Industria agricola: la semina in letto caldo

Con il termine “letto caldo” si identifica in ambito agricolo un cassone di tipo fisso oppure mobile, il quale viene realizzato di solito in legno o in muratura, ma anche coperto con dei vetri o del materiale plastico. Esso viene riscaldato andando a sfruttare il calore che è sviluppato dalle sostanze organiche in fermentazione, di solito rappresentate dal letame fresco. L’intensità di questa stessa fermentazione di cui si sta parlando, e quindi della temperatura, è in funzione dell’umidità e della quantità di aria che circola nella massa. L’aria viene regolata con la compressione dello strato e l’umidità con delle apposite irrorazioni a seconda delle necessità.

All’inizio, per un tempo che dura circa una settimana, la temperatura all’interno del letto caldo rimane tutto sommato stazionaria, poi tende ad aumentare in maniera molto rapida, riuscendo a raggiungere il suo livello massimo (quello che viene definito “colpo di fuoco” per la precisione). Nella fase immediatamente successiva, i gradi diminuiscono e rimangono costanti per alcuni mesi. Al di sopra della massa che fermenta si va a deporre uno strato di quindici centimetri di terriccio, in modo da formare un buon letto di semina. Per quel che riguarda il nostro paese, in particolare le zone più fredde del Settentrione, si cercano di evitare le perdite di calore, di conseguenza le vetrate del cassone sono ricoperte con delle stuoie di paglia su cui vengono distesi dei teloni impermeabili.

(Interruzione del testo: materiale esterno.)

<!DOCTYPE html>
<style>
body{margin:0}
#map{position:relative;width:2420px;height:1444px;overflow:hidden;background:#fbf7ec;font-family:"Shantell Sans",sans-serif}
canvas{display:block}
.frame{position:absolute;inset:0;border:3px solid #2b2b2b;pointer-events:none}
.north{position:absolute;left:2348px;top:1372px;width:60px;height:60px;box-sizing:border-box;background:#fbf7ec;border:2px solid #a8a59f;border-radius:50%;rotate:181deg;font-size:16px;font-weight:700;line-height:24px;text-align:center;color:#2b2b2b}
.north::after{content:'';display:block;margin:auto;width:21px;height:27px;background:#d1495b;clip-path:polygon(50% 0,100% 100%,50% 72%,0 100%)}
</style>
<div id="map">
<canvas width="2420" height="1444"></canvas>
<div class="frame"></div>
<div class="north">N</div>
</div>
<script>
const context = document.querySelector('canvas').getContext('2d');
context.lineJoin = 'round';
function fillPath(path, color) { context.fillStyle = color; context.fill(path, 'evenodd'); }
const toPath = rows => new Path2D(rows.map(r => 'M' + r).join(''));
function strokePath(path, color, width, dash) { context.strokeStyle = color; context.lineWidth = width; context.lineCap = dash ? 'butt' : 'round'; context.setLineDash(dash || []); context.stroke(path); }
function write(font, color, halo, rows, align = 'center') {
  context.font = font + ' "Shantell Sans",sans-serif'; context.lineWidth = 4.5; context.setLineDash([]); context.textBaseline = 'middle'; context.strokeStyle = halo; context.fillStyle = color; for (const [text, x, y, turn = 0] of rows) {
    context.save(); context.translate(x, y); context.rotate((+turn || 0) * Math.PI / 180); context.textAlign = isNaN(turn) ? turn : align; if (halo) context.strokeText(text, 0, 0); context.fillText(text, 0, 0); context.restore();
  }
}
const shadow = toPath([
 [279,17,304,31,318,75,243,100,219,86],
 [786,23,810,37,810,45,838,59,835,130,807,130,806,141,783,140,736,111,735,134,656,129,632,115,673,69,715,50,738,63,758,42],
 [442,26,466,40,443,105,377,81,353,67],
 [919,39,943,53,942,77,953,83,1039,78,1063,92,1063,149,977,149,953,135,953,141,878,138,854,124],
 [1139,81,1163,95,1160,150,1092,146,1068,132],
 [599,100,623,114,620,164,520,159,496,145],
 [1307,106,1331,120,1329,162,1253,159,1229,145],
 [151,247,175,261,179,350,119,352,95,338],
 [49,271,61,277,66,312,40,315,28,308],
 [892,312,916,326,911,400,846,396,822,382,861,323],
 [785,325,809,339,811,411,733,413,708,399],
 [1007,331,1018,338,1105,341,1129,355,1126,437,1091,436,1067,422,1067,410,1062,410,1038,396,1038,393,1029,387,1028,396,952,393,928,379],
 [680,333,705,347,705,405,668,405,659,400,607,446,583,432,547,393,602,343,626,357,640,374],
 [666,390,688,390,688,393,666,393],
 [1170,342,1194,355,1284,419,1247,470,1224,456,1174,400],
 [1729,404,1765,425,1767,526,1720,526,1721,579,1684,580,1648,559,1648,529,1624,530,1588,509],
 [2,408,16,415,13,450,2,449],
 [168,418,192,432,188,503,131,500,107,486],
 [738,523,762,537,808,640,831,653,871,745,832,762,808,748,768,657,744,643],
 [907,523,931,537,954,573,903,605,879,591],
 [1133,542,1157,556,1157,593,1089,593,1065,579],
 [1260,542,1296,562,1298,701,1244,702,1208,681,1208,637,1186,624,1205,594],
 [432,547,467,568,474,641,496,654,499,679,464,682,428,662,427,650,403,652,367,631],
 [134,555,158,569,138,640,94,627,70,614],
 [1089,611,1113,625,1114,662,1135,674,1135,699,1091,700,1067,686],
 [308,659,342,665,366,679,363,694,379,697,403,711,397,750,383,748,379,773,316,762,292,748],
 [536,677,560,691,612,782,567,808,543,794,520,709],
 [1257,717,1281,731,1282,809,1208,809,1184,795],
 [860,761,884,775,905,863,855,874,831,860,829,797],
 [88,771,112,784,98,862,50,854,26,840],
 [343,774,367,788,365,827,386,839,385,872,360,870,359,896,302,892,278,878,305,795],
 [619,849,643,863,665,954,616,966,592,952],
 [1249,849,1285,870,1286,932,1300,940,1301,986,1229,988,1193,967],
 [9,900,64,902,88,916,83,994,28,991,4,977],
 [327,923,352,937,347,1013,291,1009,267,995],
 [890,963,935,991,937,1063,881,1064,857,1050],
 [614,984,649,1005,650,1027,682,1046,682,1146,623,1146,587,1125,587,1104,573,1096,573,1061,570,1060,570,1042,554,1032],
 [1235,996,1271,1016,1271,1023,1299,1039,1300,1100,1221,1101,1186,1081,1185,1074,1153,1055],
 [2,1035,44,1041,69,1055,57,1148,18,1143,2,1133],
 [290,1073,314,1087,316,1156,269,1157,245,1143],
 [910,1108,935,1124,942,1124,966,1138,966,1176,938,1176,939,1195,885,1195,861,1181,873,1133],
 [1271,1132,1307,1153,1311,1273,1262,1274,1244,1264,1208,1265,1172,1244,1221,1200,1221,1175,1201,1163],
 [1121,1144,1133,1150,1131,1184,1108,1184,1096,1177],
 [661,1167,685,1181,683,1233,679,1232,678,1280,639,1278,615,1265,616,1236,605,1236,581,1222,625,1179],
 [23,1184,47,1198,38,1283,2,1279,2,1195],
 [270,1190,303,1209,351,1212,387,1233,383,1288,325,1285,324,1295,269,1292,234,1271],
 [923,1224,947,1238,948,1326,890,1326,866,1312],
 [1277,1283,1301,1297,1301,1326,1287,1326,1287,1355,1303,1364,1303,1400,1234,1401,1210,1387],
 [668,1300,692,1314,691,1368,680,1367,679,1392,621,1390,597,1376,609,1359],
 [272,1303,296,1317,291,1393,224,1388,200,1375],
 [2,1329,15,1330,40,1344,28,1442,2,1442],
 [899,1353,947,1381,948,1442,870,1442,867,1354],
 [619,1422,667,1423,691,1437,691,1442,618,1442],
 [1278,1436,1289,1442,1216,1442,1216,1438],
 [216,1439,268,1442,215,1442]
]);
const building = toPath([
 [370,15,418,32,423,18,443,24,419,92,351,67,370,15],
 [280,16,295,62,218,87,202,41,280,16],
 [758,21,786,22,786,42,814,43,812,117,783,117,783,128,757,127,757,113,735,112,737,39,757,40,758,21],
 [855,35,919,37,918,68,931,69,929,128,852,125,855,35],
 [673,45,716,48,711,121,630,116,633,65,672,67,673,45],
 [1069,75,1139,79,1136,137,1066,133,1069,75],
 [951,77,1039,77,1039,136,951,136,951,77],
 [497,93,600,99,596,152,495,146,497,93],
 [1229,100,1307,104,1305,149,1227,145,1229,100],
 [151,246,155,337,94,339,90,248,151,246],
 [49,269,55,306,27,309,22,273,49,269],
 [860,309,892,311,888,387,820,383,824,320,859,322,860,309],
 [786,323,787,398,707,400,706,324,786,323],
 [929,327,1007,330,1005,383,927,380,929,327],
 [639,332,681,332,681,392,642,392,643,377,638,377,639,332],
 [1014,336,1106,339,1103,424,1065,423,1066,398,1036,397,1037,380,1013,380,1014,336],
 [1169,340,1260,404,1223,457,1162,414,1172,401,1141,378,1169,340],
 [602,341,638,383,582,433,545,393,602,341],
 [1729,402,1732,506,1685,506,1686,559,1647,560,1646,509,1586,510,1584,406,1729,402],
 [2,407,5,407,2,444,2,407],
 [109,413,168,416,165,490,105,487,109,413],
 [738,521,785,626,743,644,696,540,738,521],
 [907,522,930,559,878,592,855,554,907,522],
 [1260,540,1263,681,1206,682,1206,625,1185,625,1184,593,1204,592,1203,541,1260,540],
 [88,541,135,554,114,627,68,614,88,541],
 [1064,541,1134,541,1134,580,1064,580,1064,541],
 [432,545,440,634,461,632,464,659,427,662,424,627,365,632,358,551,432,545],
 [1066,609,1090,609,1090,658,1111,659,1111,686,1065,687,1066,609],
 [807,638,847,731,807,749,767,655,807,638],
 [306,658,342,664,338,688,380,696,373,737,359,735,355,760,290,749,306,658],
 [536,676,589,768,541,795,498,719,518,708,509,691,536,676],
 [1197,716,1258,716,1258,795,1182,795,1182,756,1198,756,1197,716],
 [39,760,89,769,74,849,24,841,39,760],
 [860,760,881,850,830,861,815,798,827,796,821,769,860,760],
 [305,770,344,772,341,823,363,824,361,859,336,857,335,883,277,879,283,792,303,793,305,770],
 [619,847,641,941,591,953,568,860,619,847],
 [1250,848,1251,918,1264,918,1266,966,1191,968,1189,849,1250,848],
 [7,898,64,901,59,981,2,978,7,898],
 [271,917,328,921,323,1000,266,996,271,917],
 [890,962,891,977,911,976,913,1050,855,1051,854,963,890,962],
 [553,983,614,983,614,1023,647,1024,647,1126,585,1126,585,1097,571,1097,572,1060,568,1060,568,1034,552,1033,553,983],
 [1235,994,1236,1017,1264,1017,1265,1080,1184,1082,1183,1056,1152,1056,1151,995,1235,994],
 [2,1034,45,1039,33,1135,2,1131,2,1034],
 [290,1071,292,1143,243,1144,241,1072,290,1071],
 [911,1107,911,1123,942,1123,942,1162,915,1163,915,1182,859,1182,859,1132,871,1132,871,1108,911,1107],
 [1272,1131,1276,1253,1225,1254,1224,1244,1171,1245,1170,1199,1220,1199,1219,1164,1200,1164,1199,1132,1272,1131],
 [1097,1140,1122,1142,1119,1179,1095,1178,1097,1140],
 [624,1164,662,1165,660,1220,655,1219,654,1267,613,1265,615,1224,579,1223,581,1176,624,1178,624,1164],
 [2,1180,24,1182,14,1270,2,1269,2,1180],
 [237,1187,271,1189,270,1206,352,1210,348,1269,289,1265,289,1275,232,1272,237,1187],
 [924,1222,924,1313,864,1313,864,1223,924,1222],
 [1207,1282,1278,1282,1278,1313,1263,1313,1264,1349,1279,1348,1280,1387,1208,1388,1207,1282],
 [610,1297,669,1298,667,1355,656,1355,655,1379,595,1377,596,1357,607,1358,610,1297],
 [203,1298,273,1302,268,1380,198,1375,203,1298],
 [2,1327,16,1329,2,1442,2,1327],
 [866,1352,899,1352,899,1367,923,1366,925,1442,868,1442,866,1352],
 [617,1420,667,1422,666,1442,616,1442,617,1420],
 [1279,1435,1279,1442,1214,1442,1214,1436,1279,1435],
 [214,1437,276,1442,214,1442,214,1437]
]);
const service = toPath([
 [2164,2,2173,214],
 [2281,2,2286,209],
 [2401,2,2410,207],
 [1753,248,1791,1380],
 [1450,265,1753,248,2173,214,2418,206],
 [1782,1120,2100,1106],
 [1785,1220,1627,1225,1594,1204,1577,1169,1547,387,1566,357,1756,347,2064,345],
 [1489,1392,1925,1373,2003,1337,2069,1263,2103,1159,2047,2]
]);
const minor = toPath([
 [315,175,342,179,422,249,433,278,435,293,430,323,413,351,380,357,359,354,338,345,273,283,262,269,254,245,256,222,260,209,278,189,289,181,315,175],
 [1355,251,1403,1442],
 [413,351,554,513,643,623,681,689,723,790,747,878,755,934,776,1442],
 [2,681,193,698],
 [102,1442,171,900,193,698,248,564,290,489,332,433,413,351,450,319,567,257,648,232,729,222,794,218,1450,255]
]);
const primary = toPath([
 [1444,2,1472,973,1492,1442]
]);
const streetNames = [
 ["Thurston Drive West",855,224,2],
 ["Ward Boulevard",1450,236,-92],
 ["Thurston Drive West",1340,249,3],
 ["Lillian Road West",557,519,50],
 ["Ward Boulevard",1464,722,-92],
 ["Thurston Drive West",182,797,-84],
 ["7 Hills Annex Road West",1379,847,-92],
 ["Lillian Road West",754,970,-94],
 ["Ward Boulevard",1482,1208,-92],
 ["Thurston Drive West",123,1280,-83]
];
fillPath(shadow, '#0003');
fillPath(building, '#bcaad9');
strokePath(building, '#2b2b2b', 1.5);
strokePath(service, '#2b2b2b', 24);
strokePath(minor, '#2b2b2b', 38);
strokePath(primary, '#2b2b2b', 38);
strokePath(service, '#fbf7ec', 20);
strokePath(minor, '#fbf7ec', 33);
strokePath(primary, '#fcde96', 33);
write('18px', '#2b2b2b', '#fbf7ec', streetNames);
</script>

Con dei cassoni riscaldati in tale maniera, la semina può avere luogo in qualsiasi periodo dei mesi invernali. I letti caldi, inoltre, trovano una diffusione molto ampia nell’ambito dell’orticoltura, visto che si tratta di una soluzione ideale per le colture anticipate (le primizie), ma anche in floricoltura. Le dimensioni dell’area che deve essere seminata con la tecnica in questione dipende da quante sono le sementi che vanno interrate: per un piccolo orto può essere sufficiente uno spazio di circa 70 o 80 centimetri.